Прямой, как древко копья, ствол сонной лиственницы. По стволу, вниз остроклювой головкой, снует серый поползень, озабоченный. Вот спугнул его одинокий грач, прилетевший и усевшийся на протянутую в сторону ветку. Не осталось на той ветке нежной пожелтевшей хвои — одни темные шишечки. И — черный грач. Он издает чудны́е звуки, пытается говорить по-человечьи, старается поведать мне, что не намерен никуда улетать на зиму, что решился и отрекся от кочевого обычая предков — стал оседлым. Что ж, ему виднее. Со своей ветки…
Высказался и замолчал общительный грач, покинул ветку лиственницы, улетел — недалеко. Теперь слышно, как ветер шумит неровно в близком отсюда лесу, как уныло подвывает в далеком поднебесье самолет, как нежно попискивают где-то совсем рядом непоседливые синицы.
И все эти любезные душе целительные звуки внезапно перекрываются бесцеремонным голосом собрата по профессии, возникшего под окном. Он добрый малый, но слишком уж неизменно бодренький, чересчур назойливо шумливый. Утомляют меня такие, и не верю я их рекламному бодрячеству. Куда от них деваться?
— Это что, — вопрошает, — уже бабье лето?
— Нет, еще девичья осень, — неуклюже пытаюсь отшутиться. И разъясняю серьезно, что когда бабье лето — небо голубеет, солнце не за тучей, летучая паутинка на лице оседает, а нынче ничего этого нет, день пасмурный.
Разочарованный таким моим ответом, бедняга отчаливает из-под окна. Дай бог ему писать поярче да печататься почаще. И — найти себе более отзывчивых собеседников.
А мне сегодня хочется побеседовать с героем не нашего времени. С героем давно минувших дней. И не потому, что якобы вознамерился трусливо бежать от непростых неотложных наших дел сегодняшних. Отнюдь! Наоборот даже…
На пластинке, с одной из двух ее сторон, значится: «А. П. Бородин. Ноктюрн». Включаю проигрыватель, устанавливаю пластинку и осторожно опускаю звукосниматель на завертевшийся диск…
В Петербурге осень дает себя знать рано. Неуютный ветер обещает принести не первые тучи и первые заморозки. А пока, невзирая на ветер, небо еще ясное, и невысокое солнце празднично отражается в золоте куполов Исаакиевского и Казанского соборов, Александро-Невской лавры, шпилей Адмиралтейства и Петропавловки. Похоже, вот-вот засверкают под тем же солнцем трубы военного оркестра, зазвучит мужественный марш… Бородин прислушивается. Нет, что-то не слыхать пока. А хотелось услышать.
Они и мужественные, и в то же время грустные, русские военные марши, исполняемые духовыми оркестрами. В этом необычном, неповторимом сочетании мужества и грусти — душа и судьба народа. Душа, определенная и сформированная судьбой. Но позвольте! Разве не свойственно русской душе, помимо мужественной грусти, и безудержное веселье?

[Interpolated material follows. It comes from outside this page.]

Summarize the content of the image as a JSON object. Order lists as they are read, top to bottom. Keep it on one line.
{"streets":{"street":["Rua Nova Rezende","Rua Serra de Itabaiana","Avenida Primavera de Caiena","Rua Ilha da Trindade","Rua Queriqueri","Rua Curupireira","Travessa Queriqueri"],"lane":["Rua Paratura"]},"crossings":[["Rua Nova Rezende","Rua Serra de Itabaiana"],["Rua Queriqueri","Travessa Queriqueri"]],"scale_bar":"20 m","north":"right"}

Разве в самые нелегкие годины своей судьбы разучался народ смеяться?
Ну, разумеется, никто не спорит: не о том — тоже, кстати, высмеянном! — дураке речь, который рыдал на свадьбе и смеялся на похоронах. И не о тех господах нигилистах, которые не смеются весело, а лишь сумрачно усмехаются. Не по душе они Бородину, так называемые нигилисты. Ну что за варварство такое, что за крайность — все подряд рушить, все сплошь отрицать! Не оставить для современников и потомков ни веками созданных духовных ценностей, ни нравственных традиций, ничего? Ничего святого не оставить? Что же в таком случае останется человеку? Озвереть при внешнем человекоподобном облике? А затем и всякое внешнее человеческое подобие тоже утратить? Нет, не по душе сие Бородину.

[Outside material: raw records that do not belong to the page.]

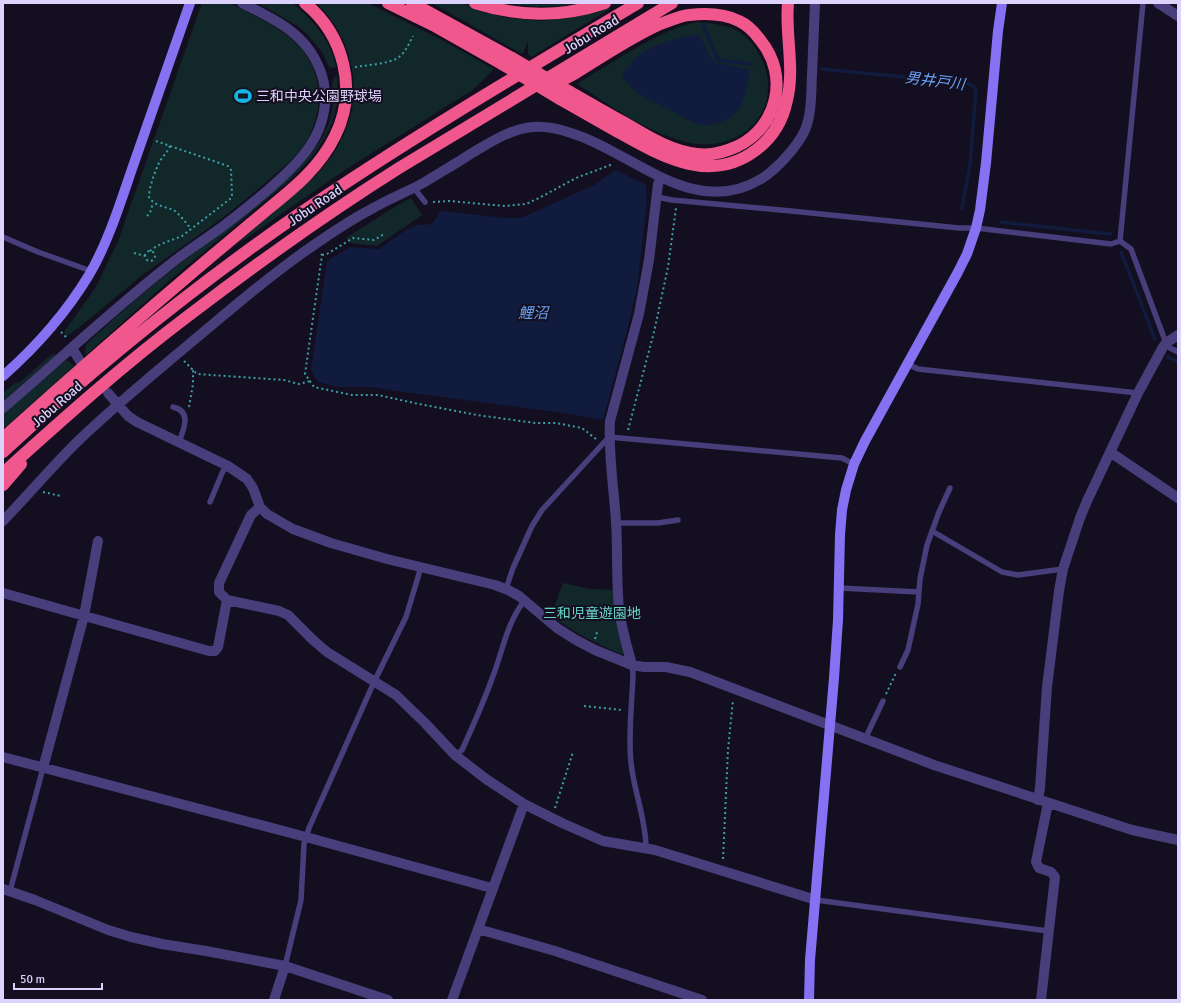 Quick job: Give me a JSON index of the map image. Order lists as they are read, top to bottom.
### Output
{
  "streets": {
    "highway": ["Jobu Road"]
  },
  "water": ["男井戸川", "鯉沼"],
  "parks": ["三和児童遊園地"],
  "places": {
    "sports": ["三和中央公園野球場"]
  },
  "scale_bar": "50 m"
}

Да и в разных литературных сочинениях, опять же. Читал он их немало. Есть среди них достойные, спокойно и ясно написанные, где все — в строгой завершенности, все — в гармонии, и жизнь несуетливо созерцается в ее реальной, естественной простоте. Нет, отнюдь не то реально и органично, что встречается в жизни досадного и даже омерзительного. Если пьяные мужики ругаются по-матерному — так это черт знает что! Сие — противоестественно! Ибо противоречит самой натуре человеческой. И живописать подобную мерзость в изящной словесности, как это делает, скажем, вполне уважаемый господин Щедрин в своих «Благонамеренных речах»… Чего ради, спрашивается? Обличить порок? Так сей порок и не скрыт, не прячется, он сам себя на каждом шагу обличает. Век бы его не видеть и не слышать!